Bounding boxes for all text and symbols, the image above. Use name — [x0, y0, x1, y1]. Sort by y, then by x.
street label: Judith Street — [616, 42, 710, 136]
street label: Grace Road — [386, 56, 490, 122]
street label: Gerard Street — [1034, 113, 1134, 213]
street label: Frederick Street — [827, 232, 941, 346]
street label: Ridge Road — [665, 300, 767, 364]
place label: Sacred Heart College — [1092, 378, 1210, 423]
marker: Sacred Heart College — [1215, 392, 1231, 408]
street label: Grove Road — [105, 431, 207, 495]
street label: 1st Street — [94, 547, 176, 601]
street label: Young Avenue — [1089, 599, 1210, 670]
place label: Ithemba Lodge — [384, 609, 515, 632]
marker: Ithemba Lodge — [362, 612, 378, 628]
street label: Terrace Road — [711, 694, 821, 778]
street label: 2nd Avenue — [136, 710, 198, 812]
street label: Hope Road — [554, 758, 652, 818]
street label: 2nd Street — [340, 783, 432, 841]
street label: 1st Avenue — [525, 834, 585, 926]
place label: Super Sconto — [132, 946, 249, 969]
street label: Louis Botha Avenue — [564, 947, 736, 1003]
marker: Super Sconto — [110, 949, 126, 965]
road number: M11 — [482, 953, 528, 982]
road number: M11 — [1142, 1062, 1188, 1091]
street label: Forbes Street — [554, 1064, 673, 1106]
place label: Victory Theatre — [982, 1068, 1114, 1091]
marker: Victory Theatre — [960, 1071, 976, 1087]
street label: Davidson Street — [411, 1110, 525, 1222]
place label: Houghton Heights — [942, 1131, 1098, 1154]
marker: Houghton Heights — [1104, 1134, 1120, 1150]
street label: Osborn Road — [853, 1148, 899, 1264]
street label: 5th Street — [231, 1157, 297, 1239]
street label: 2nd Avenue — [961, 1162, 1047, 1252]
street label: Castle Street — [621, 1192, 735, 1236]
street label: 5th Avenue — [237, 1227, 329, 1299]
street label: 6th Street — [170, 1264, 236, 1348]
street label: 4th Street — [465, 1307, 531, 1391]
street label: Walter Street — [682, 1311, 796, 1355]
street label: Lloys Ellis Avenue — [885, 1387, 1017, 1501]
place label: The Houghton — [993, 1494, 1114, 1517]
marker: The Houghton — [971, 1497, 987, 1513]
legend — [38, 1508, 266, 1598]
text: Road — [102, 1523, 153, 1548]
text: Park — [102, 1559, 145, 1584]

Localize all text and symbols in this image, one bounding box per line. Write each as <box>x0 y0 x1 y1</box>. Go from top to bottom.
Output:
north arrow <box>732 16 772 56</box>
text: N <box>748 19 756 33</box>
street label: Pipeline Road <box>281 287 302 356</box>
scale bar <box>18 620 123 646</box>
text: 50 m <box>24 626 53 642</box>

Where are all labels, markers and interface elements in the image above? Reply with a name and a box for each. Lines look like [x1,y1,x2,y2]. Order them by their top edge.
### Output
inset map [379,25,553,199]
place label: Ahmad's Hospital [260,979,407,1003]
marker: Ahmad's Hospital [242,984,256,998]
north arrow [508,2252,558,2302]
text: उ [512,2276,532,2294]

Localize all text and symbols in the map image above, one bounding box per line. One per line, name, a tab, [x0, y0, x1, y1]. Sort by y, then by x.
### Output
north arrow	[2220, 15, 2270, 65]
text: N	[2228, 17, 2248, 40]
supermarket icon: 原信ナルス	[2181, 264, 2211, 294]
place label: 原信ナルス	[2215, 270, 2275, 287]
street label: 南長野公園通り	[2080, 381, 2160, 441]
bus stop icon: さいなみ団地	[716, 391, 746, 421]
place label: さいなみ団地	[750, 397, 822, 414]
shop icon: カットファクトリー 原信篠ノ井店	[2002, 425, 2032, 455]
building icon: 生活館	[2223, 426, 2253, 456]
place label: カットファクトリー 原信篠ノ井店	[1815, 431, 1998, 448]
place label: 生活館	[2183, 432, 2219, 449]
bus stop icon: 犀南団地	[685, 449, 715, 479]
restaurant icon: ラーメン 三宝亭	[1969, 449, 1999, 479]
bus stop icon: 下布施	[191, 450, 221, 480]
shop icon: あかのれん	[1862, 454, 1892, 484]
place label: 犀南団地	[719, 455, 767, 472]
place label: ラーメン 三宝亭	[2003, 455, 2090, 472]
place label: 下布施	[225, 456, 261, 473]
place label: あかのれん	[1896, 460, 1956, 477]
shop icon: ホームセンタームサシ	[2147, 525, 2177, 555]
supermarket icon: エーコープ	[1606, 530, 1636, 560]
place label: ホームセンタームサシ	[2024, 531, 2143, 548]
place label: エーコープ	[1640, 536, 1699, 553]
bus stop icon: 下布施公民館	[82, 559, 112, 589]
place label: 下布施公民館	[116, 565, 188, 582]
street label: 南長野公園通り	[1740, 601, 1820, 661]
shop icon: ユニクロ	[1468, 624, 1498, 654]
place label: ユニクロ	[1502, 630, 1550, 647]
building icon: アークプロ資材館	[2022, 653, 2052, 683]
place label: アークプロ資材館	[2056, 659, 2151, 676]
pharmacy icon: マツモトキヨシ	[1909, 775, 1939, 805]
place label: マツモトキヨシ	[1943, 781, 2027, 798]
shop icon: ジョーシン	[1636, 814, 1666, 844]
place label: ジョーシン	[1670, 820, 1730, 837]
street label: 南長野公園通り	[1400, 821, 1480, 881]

(Work to complete) Tell me how many lines of the records include the word "Hospital", replying with the number alone.

(Finished exercise) 2